DESCRIPTION OF THE TASK:
Every line of the material below that contains the string "bottom" must appear in the answer.

• • • • • • •

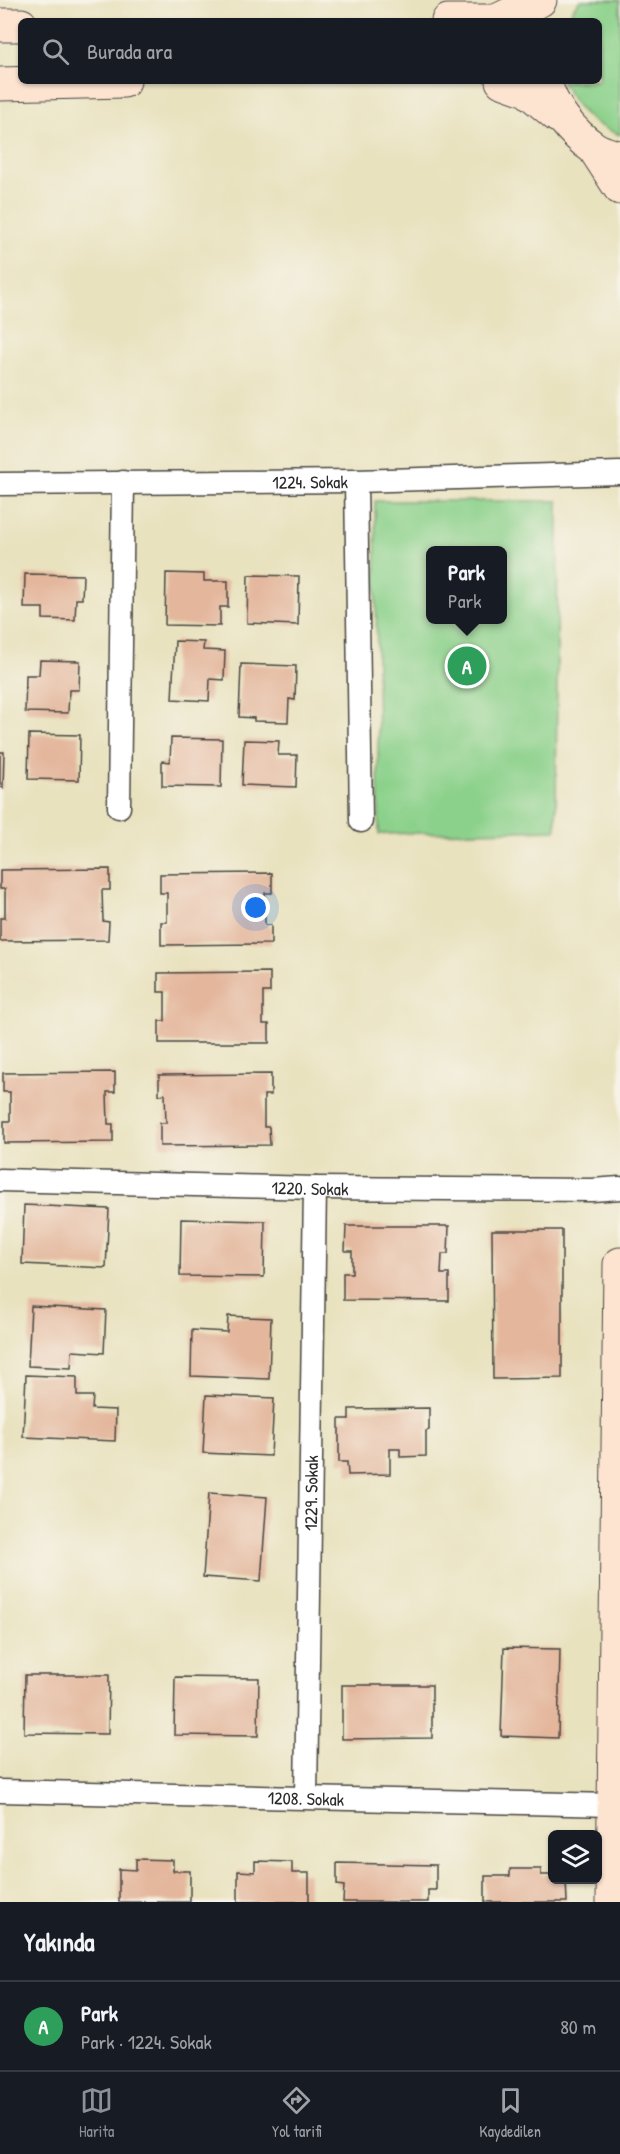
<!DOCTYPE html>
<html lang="tr">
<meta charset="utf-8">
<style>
:root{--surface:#171b24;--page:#20242c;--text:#f1f3f6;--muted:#9ea1a6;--line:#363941;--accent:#8c9099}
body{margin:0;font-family:"Patrick Hand",sans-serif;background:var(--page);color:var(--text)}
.controls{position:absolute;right:18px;bottom:18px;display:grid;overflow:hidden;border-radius:9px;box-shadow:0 2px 4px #0004}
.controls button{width:54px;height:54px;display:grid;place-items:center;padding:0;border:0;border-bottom:2px solid var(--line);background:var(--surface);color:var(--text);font:30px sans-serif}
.you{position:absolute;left:256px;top:908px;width:21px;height:21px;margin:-15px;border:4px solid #fff;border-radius:50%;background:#1a73e8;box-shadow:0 0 0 9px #1a73e833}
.badge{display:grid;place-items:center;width:39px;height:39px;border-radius:50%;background:var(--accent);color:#fff;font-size:20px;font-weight:700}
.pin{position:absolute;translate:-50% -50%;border:3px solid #fff;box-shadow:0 2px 6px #0006}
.popup{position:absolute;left:426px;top:546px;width:81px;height:78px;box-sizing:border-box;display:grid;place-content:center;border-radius:9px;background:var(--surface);filter:drop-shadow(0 2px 4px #0005);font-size:20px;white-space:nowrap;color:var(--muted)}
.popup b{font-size:22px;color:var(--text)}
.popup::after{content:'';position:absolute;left:50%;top:100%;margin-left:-12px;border:12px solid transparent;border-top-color:var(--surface)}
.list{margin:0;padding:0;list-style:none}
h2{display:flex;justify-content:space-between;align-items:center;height:78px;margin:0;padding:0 24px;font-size:26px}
h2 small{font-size:20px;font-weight:400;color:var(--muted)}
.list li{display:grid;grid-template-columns:39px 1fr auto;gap:18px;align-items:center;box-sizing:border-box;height:90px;padding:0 24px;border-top:2px solid var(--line)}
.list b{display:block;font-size:22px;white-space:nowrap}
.list p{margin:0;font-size:20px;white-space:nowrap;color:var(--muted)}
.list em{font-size:20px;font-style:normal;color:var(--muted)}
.icon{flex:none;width:33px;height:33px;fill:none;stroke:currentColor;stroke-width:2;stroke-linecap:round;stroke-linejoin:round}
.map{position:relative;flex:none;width:620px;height:1902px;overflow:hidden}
.search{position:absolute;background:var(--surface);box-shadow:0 2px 4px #0004;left:18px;right:18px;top:18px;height:66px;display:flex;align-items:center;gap:15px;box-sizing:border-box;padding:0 21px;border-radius:9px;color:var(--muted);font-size:22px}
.sheet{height:168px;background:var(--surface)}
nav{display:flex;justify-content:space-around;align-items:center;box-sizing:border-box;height:84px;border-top:2px solid var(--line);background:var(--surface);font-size:16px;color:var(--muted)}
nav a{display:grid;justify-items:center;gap:3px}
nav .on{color:var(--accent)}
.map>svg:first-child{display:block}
</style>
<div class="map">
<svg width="620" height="1902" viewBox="0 0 620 1902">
<rect width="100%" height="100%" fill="#f7f3e8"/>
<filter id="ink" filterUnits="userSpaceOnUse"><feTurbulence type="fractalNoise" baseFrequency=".0167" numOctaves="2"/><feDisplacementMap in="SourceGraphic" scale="12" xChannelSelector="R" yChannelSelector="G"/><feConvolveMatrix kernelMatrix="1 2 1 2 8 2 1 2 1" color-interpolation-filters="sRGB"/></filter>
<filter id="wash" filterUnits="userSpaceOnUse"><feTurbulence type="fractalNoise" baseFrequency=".008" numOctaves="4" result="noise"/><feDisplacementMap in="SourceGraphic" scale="24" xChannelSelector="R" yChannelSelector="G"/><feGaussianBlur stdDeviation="1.35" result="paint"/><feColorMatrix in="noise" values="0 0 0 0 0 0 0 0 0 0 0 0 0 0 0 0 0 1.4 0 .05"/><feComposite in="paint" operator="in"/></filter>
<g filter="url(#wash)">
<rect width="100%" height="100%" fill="#e9e2bf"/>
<!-- green -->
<path fill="#8cd18b" stroke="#5c7e5b" stroke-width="1.5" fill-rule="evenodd" d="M581,0H620V135C588,122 580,113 563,84L562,81H599V21H567L574,7Z
M375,501H558L556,830L379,834ZM431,550H503V620H431Z"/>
<g id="blocks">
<!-- building -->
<path fill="#e4b79d" d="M166,573L204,574V581H228V607H220V626L165,625Z
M25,574L83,575L82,599H76L75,620L43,619V608H24Z
M248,575L299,576L298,625L247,623Z
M175,641L204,642L203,650L225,651L224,680L210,679L209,701L172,699Z
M40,660L80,661L79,690H69L68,713L25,712L26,675H39Z
M241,664L296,666L295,700L289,699L288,722L254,721V718L239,717Z
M29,734L80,735L79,780L28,779Z
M171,738L222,739L221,787L162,786V761L170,762Z
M244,740L279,741L278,755H297L296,787L242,785Z
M0,752H4L3,788L0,787Z
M110,869V890H102L103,921L109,922L108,940L0,941V918H5V889H0V870Z
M272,873V893H265V925H271V944L161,945V922H167V893H160V874Z
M270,972V992H263V1024H269V1043H159V1021H165V992H158V973Z
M115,1072V1092H107L108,1124H113V1142L4,1143V1121H10V1092H3V1073Z
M271,1074V1095H264V1127H269L270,1145L160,1146V1123H166L165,1094L159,1095V1075Z
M24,1205L109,1209L106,1268L22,1264Z
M181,1219L265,1221L264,1277L180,1276Z
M346,1226H449L448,1254H442L441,1274H449V1301L343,1300V1273H352V1251H345Z
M492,1230H562V1378L493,1379Z
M31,1306L106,1310L104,1353L72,1351L71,1368L28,1366Z
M228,1316L271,1318L269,1379L191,1376L192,1330L227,1332Z
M26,1375L77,1377V1396H93L92,1409L116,1410L115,1441L23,1437Z
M206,1395L274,1398L271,1456L203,1453Z
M429,1408V1430L426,1431V1456L400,1457V1449H390V1474L348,1475L347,1462H339V1419H349V1409Z
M209,1493L267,1497L261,1581L203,1577Z
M504,1648L560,1649L558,1738L501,1736Z
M25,1675H109L108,1734L24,1733Z
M175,1677L259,1678L258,1736L174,1735Z
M342,1685H432V1738L342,1739Z
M136,1859L173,1860V1871H190V1902H119V1869L136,1870Z
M255,1861L292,1862V1873H309V1902H238V1871L255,1872Z
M337,1863L436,1865V1890H428V1902H343L344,1886L337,1885Z
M510,1869H541V1875H552V1880H566L567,1902H485V1876H510Z"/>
</g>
</g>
<g filter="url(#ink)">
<use href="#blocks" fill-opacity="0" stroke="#484641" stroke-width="1.5"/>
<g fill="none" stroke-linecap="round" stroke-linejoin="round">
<!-- street casing -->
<g stroke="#484641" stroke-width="25">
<g id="street">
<path d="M356,481L361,821"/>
<path id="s1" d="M0,484L356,481L620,473"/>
<path d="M119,807L123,482"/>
<path id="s2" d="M0,1180L315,1188L592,1190L620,1188"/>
<path id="s3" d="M0,1791L613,1805"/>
<path id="s4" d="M306,1797L315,1188"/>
</g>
</g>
<!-- secondary casing -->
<g stroke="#484641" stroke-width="35">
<path id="secondary" d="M448,21H496L540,0
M0,25H21
M502,81L527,90L558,116
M545,81C550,106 573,134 594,148C601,153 612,155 620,158
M0,84L124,81
M594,148L620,188
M613,1902L620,1264"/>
</g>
<!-- street -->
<use href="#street" stroke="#fff" stroke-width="22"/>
<!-- secondary -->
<use href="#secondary" stroke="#fde4d1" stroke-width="33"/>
</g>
</g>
<g text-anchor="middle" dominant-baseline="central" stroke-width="4.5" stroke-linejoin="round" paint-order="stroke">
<!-- street labels -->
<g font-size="18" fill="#2b2b2b" stroke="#f7f3e8">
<text stroke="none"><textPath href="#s1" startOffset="310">1224. Sokak</textPath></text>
<text stroke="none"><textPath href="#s2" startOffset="310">1220. Sokak</textPath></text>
<text stroke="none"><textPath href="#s4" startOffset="304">1229. Sokak</textPath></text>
<text stroke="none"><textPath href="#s3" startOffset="306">1208. Sokak</textPath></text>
</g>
</g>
</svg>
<div class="controls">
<button><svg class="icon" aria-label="layers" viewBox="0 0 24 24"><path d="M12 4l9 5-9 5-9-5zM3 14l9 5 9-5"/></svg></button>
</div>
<div class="you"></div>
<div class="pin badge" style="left:467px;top:666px;background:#2e9e5b">A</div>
<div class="popup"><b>Park</b>Park</div>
<div class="search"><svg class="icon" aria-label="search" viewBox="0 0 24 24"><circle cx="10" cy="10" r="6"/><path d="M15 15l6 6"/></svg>Burada ara</div>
</div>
<section class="sheet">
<h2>Yakında<small></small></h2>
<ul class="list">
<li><span class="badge" style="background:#2e9e5b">A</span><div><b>Park</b><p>Park · 1224. Sokak</p></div><em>80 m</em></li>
</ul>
</section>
<nav>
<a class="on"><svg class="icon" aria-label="map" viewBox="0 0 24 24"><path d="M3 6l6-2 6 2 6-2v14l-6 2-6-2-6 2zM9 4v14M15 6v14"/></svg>Harita</a>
<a><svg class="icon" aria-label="directions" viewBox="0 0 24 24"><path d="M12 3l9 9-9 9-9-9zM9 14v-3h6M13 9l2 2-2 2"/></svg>Yol tarifi</a>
<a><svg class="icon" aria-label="saved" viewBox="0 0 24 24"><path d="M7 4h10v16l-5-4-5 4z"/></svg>Kaydedilen</a>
</nav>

• • • • • • •

YOUR RESPONSE:
.controls{position:absolute;right:18px;bottom:18px;display:grid;overflow:hidden;border-radius:9px;box-shadow:0 2px 4px #0004}
.controls button{width:54px;height:54px;display:grid;place-items:center;padding:0;border:0;border-bottom:2px solid var(--line);background:var(--surface);color:var(--text);font:30px sans-serif}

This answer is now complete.